▸ Exercise aim
Among the lines below, keep only those from the one containing "M300 323 304 261" through the one containing "M72 1175C78 1120", and reproduce them exactly.

▸ Records for this task
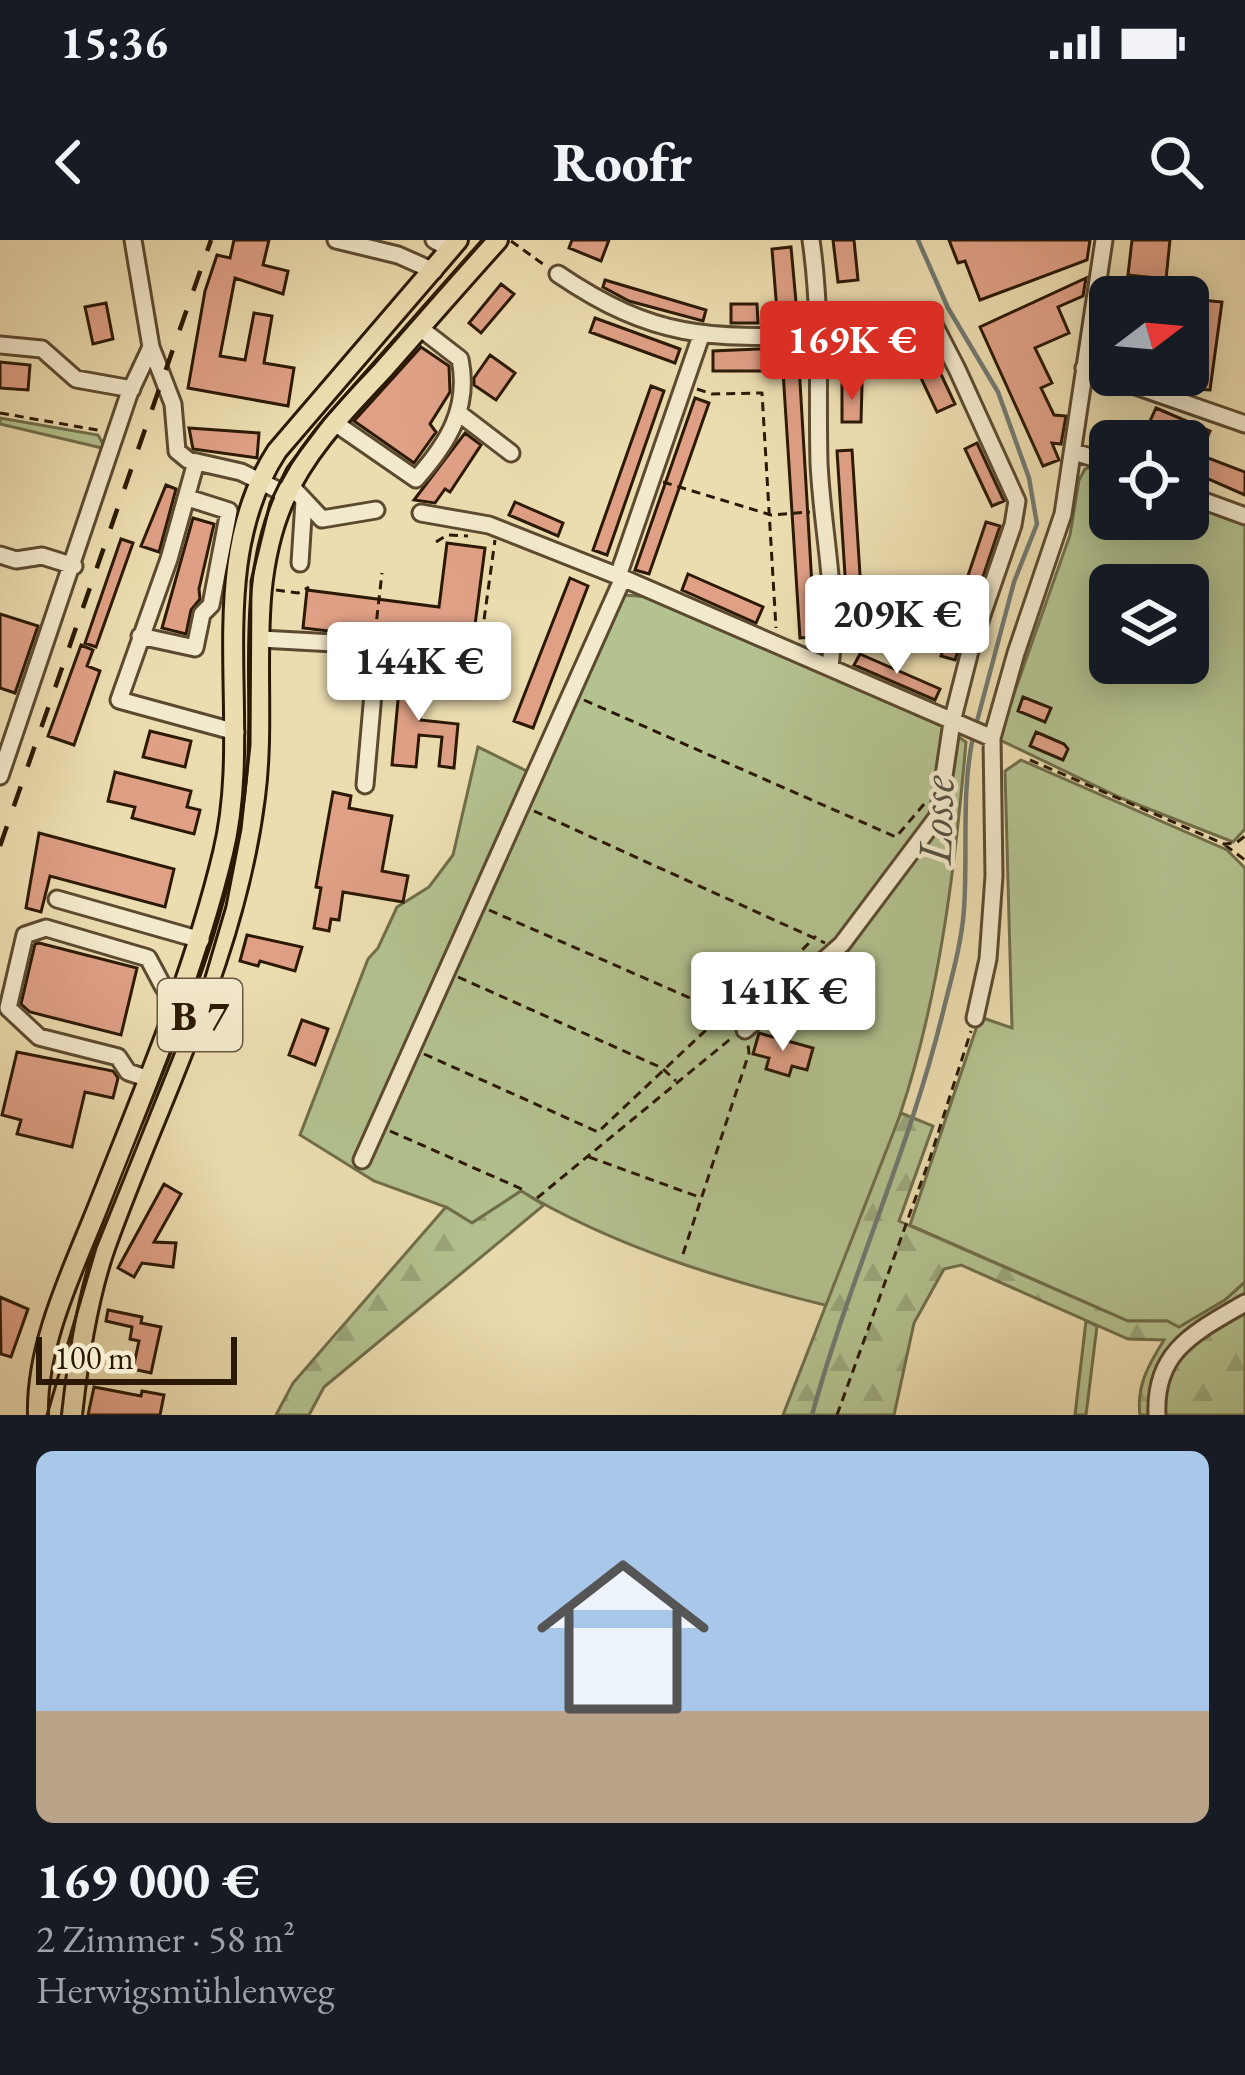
<!DOCTYPE html>
<html lang="de">
<meta charset="utf-8">
<style>
:root{--surface:#171b24;--page:#20242c;--text:#f1f3f6;--muted:#9ea1a6;--line:#363941;--accent:#d93025}
body{margin:0;font-family:"EB Garamond",serif;background:var(--page);color:var(--text);height:100vh;display:flex;flex-direction:column;font-size:45px;white-space:nowrap}
*{box-sizing:border-box;margin:0}
p{font-size:39px;color:var(--muted)}
.icon{flex:none;width:66px;height:66px;fill:none;stroke:currentColor;stroke-width:2;stroke-linecap:round;stroke-linejoin:round}
.map{position:relative;height:1175px;overflow:hidden}
.side{display:flex;flex-direction:column;background:var(--surface);flex:1}
.side>*{flex:none}
.needle{width:78px;rotate:74deg}
.fabs{position:absolute;left:1089px;top:36px;display:grid;gap:24px}
.fabs a{display:grid;place-items:center;width:120px;height:120px;border-radius:18px;background:var(--surface);box-shadow:0 6px 30px #0003;font-size:60px}
.scale{position:absolute;left:36px;bottom:30px;width:201px;box-sizing:border-box;padding-left:12px;border:6px solid #2c1905;border-top:0;font-size:33px;line-height:42px;white-space:nowrap;color:#2c1905;-webkit-text-stroke:9px #f3e9cc;paint-order:stroke}
.price{position:absolute;translate:-50% -102px;padding:0 27px;border-radius:12px;background:#fff;color:#222;font-size:39px;line-height:78px;filter:drop-shadow(0 3px 6px #0008)}
.price::after{content:'';position:absolute;left:50%;top:72px;width:36px;height:27px;margin-left:-18px;background:inherit;clip-path:polygon(0 0,100% 0,50% 100%)}
.price.active{background:var(--accent);color:#fff}
ul{padding:0;list-style:none}
li{display:grid;align-content:center;gap:24px;height:636px;padding:0 36px}
li+li{border-top:3px solid var(--line)}
li span{display:grid;place-items:center;height:372px;border-radius:18px;color:#555}
li>.icon{margin-inline-start:auto}
span .icon{width:216px;height:216px;fill:#fffc;stroke-width:1}
li b{font-size:51px}
.status{display:flex;justify-content:space-between;align-items:center;height:84px;padding:0 60px;background:var(--surface);direction:ltr}
.status svg{height:33px;fill:currentColor}
header{display:flex;justify-content:space-between;align-items:center;height:156px;padding:0 36px;background:var(--surface);font-size:54px;font-weight:800}
.map>svg:first-child{display:block}
.green{fill:#b3c28f;stroke:#706e4a;stroke-width:3;fill-rule:evenodd}
.forest{fill:url(#forest-firs);stroke:#706e4a;stroke-width:3}
.lines{fill:none;stroke-linecap:round;stroke-linejoin:round}
.stream{stroke:#717870;stroke-width:4.5}
.building{fill:#dfa086;stroke:#2c1905;stroke-width:3}
.minor-casing{stroke:#5c4a30;stroke-width:21}
.major-casing{stroke:#2c1905;stroke-width:24}
.path{stroke:#2c1905;stroke-width:3;stroke-dasharray:9 6;stroke-linecap:butt}
.minor{stroke:#f3e9cc;stroke-width:15}
.major{stroke:#ecddb0;stroke-width:18}
.tram{stroke:#2c1905;stroke-width:3}
.rail{stroke:#2c1905;stroke-width:4.5;stroke-dasharray:21 21;stroke-linecap:butt}
.labels{text-anchor:middle;stroke-width:9;stroke-linejoin:round;paint-order:stroke}
.shield{fill:#f3e9cc;stroke:#685741;stroke-width:3}
.shield-label{font-size:42px;font-weight:bold;fill:#2c1905}
.water-label{font-size:48px;font-style:italic;fill:#545143;stroke:#f3e9cc}
</style>
<div class="status"><b>15:36</b><svg viewBox="0 0 49 12"><path d="M0 12V9h3v3zM5 12V6h3v6zM10 12V3h3v9zM15 12V0h3v12zM26 1h20v11H26zM47 4h2v5h-2z"/></svg></div>
<header><svg class="icon" aria-label="back" viewBox="0 0 24 24"><path d="M15 5l-7 7 7 7"/></svg>Roofr<svg class="icon" aria-label="search" viewBox="0 0 24 24"><circle cx="10" cy="10" r="6"/><path d="M15 15l6 6"/></svg></header>
<div class="map">
<svg width="1245" height="1175" viewBox="0 0 1245 1175">
<defs>
<pattern id="forest-firs" width="22" height="20" patternUnits="userSpaceOnUse" patternTransform="scale(3)"><rect width="22" height="20" fill="#b3c28f"/><path d="M5 1l3.5 6h-7zM16 11l3.5 6h-7z" fill="#9aa67a"/></pattern>
</defs>
<rect width="100%" height="100%" fill="#ecddb0"/>
<filter id="stains"><feTurbulence type="fractalNoise" baseFrequency=".00167" numOctaves="4"/><feColorMatrix values="0 0 0 0 .2 0 0 0 0 .09 0 0 0 0 .02 0 0 0 .5 -.17"/></filter>
<radialGradient id="worn" r=".72"><stop offset=".6" stop-color="#630" stop-opacity="0"/><stop offset="1" stop-color="#630" stop-opacity=".3"/></radialGradient>
<path class="green" d="M0 178 98 195 106 209 0 184Z
M1095 226 1110 232V279H1188V265L1245 285V589L1233 602 1121 558 998 499 1070 295 1079 240 1085 229ZM1110 345H1188V423H1110Z
M624 355 649 357 946 488 966 502C955 628 940 754 900 875 879 939 853 1002 829 1066 723 1040 615 1007 521 951L472 983 446 967 374 941 300 895 368 719 378 708 397 667 429 647 453 615 478 507 539 537Z
M1021 520 1227 610 1245 628V1042L1225 1060 1179 1088 1167 1081H1128L910 985 980 777 1012 788 1005 531Z
M1086 1081 1097 1086 1086 1175H1075Z"/>
<path class="forest" d="M901 873 933 886 899 981 1128 1081H1167L1179 1087 1225 1060 1245 1042V1175H1140C1136 1146 1149 1124 1164 1100L1128 1099 961 1025 944 1029 914 1083 894 1175H783Z
M521 951 544 965 324 1147 309 1175H276L293 1143 446 967 472 983Z"/>
<g class="lines">
<path class="stream" d="M918 0 948 68 998 152 1029 238 1037 284 1014 342 976 485
M812 1175C850 1037 911 906 944 768 952 736 962 701 964 669 968 612 961 553 973 497"/>
</g>
<path class="building" d="M234 0H269L263 25 288 31 283 54 235 38 220 116 245 120 254 73 272 76 264 123 294 128 288 166 188 148 205 51 217 15 230 18Z
M572 0H609L601 21 569 8Z
M833 0H854L858 40 838 42Z
M949 0H1090L1087 20 980 60 965 21 958 23Z
M1132 0H1170L1166 39 1128 35Z
M791 7 798 84H778L772 9Z
M1086 38 1083 56 1058 67 1069 93 1035 108 1052 143 1041 148 1054 175 1066 176 1061 204 1052 203 1059 220 1043 226 980 87Z
M605 40 706 70 703 81 629 61 603 47Z
M501 44 514 54 481 93 469 83Z
M1202 60 1222 62 1210 150 1194 149 1197 126 1188 125V112L1200 114Z
M106 63 113 99 93 104 85 67Z
M731 64H757L758 83H731Z
M595 78 680 109 675 123 590 92Z
M421 107 449 126 450 152 430 184 436 192 414 223 354 181Z
M779 108H798L815 397 800 398 783 131H713V111Z
M490 115 515 133 496 160 474 145V138Z
M0 122 30 125 28 150 0 148Z
M938 128 955 164 937 172 920 136Z
M842 144H862L861 182H842Z
M651 146 664 151 607 315 593 310Z
M695 158 709 163 649 334 635 330Z
M1156 168 1210 191 1200 215 1245 232V255L1188 230V201H1141Z
M189 188 259 193 257 218 193 209Z
M465 193 481 205 450 252 445 249 435 263 414 260Z
M977 203 1004 261 992 266 965 209Z
M852 210 864 397H849L837 211Z
M166 245 176 249 159 312 141 306Z
M515 262 563 283 558 296 509 275Z
M193 278 214 284 199 349 200 359 191 370 186 394 162 388Z
M986 282 1000 286 955 420 941 416Z
M121 299 133 303 96 407 85 403Z
M447 303 485 308 472 408 303 388 307 350 439 367Z
M688 334 763 367 756 383 682 350Z
M570 338 588 346 533 488 514 481Z
M0 374 38 386 15 453 0 448Z
M81 405 93 410 87 426 100 431 74 505 48 496Z
M860 414 940 449 935 460 854 425Z
M401 428 425 430 420 480 458 484 454 528 439 526 442 497 419 495 416 527 392 525Z
M1023 457 1051 468 1045 482 1018 471Z
M150 491 191 501 185 527 143 517Z
M1036 492 1064 504 1068 509 1063 520 1030 506Z
M115 532 191 551 187 567 200 570 194 594 132 578 135 567 108 561Z
M333 552 351 556 349 568 392 576 382 631 408 636 403 662 343 652 339 680 331 679 329 691 314 688 321 648 316 647Z
M39 593 174 629 165 667 50 636 41 672 26 668Z
M247 695 302 707 295 731 260 721 258 726 240 721Z
M39 703 137 728 121 795 30 772 21 764 35 704Z
M302 780 328 789 315 825 289 815Z
M759 793 813 808 807 830 792 826 789 836 766 829 769 818 753 814Z
M17 812 113 831 118 838 113 858 85 852 72 907 17 894 21 880 2 875Z
M164 944 181 954 154 1002 176 1003 173 1027 142 1023 134 1037 118 1028Z
M0 1057 28 1069 11 1117 1 1114Z
M108 1070 142 1077 141 1083 161 1087 151 1133 133 1129 139 1101 130 1099 132 1087 106 1081Z
M94 1147 141 1156 142 1151 164 1155 160 1175H88Z"/>
<g class="lines">
<defs>
<path id="minor" d="M133 0 151 107 173 164 177 211 188 220 241 232 286 254
M336 0 398 15 434 31
M434 0 441 4
M811 0C822 75 817 148 819 223 822 290 839 359 830 427
M558 34C654 99 708 99 820 95
M0 105 42 109 76 139 132 149
M1084 128 1245 184
M460 174 511 213
M335 183 416 239C448 203 470 168 460 119L420 88
M1074 212 1110 223
M196 222 169 319 119 460 236 492
M291 246 322 279 376 270
M1188 255 1245 276
M421 273 489 285 618 336 992 498
M0 315 16 320 42 316 74 326
M300 323 304 261
M618 336 701 96
M140 396 195 408 202 374 211 365 229 271 188 258
M261 399 334 403 477 421
M0 536 129 154 151 107
M365 545 377 408
M57 659 201 700
M975 778 988 719 994 636 992 498 1016 413 1063 274 1104 0
M745 790 842 704 938 576 952 482 971 407 1013 285 1017 261 957 129 928 73 892 83 820 90
M149 839 128 832 118 817 39 797 8 768 25 695 46 688 148 718 164 748 183 755
M362 920 623 338
M1157 1175C1154 1110 1196 1092 1245 1063"/>
<path id="major" d="M38 1175C36 1101 76 1024 102 957 147 843 194 733 223 613 255 483 200 329 277 211L458 0
M72 1175C78 1120 87 1058 106 1005 160 855 235 718 255 557 268 458 243 353 284 260 306 209 346 170 383 130 421 87 459 43 498 0"/>
</defs>
<use href="#minor" class="minor-casing"/>
<use href="#major" class="major-casing"/>
<path class="path" d="M511 1 547 27
M697 149 712 154 762 153 776 388
M0 173 103 191
M663 242 771 275 810 272
M436 302 447 295 468 296
M276 350 298 353 309 347
M375 394 382 333
M480 409 495 300
M584 460 896 597 925 563
M1030 520 1224 604 1236 603 1245 596
M534 571 825 703
M1225 605 1245 620
M489 670 722 772
M458 737 662 828 676 841
M424 814 598 892 724 773 784 728 816 696
M390 891 524 950
M589 917 699 957
M537 958 734 796
M683 1014 749 813 748 805
M837 1175 930 918 971 791"/>
<use href="#minor" class="minor"/>
<use href="#major" class="major"/>
<path class="tram" d="M47 1175 96 1008 205 737 226 666 241 589 250 505 251 341 270 263 287 228 324 179 482 0"/>
<path class="rail" d="M0 606 211 0"/>
</g>
<g class="labels">
<rect class="shield" x="158" y="739" width="84" height="72" rx="9"/>
<g class="shield-label">
<text x="200" y="790">B 7</text>
</g>
<g class="water-label">
<text transform="translate(935 580) rotate(-88)" y="17">Losse</text>
</g>
</g>
<rect width="100%" height="100%" filter="url(#stains)"/>
<rect width="100%" height="100%" fill="url(#worn)"/>
</svg>
<div class="fabs">
<a><svg class="needle" viewBox="-14 -14 28 28"><path d="M0-13l5 13h-10z" fill="#e53935"/><path d="M0 13l5-13h-10z" fill="#9ea1a6"/></svg></a>
<a><svg class="icon" aria-label="locate" viewBox="0 0 24 24"><circle cx="12" cy="12" r="6"/><path d="M12 2v4M12 18v4M2 12h4M18 12h4"/></svg></a>
<a><svg class="icon" aria-label="layers" viewBox="0 0 24 24"><path d="M12 4l9 5-9 5-9-5zM3 14l9 5 9-5"/></svg></a>
</div>
<div class="scale">100 m</div>
<b class="price active" style="left:852px;top:163px">169K €</b>
<b class="price" style="left:897px;top:437px">209K €</b>
<b class="price" style="left:419px;top:484px">144K €</b>
<b class="price" style="left:783px;top:814px">141K €</b>
</div>
<section class="side">
<ul>
<li><span style="background:linear-gradient(#a9c7e8 70%,#b9a48a 0)"><svg class="icon" aria-label="home" viewBox="0 0 24 24"><path d="M3 11l9-7 9 7M6 9v11h12V9"/></svg></span><div><b>169 000 €</b><p>2 Zimmer · 58 m²</p><p>Herwigsmühlenweg</p></div></li>
</ul>
</section>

▸ Solution to this exercise
M300 323 304 261
M618 336 701 96
M140 396 195 408 202 374 211 365 229 271 188 258
M261 399 334 403 477 421
M0 536 129 154 151 107
M365 545 377 408
M57 659 201 700
M975 778 988 719 994 636 992 498 1016 413 1063 274 1104 0
M745 790 842 704 938 576 952 482 971 407 1013 285 1017 261 957 129 928 73 892 83 820 90
M149 839 128 832 118 817 39 797 8 768 25 695 46 688 148 718 164 748 183 755
M362 920 623 338
M1157 1175C1154 1110 1196 1092 1245 1063"/>
<path id="major" d="M38 1175C36 1101 76 1024 102 957 147 843 194 733 223 613 255 483 200 329 277 211L458 0
M72 1175C78 1120 87 1058 106 1005 160 855 235 718 255 557 268 458 243 353 284 260 306 209 346 170 383 130 421 87 459 43 498 0"/>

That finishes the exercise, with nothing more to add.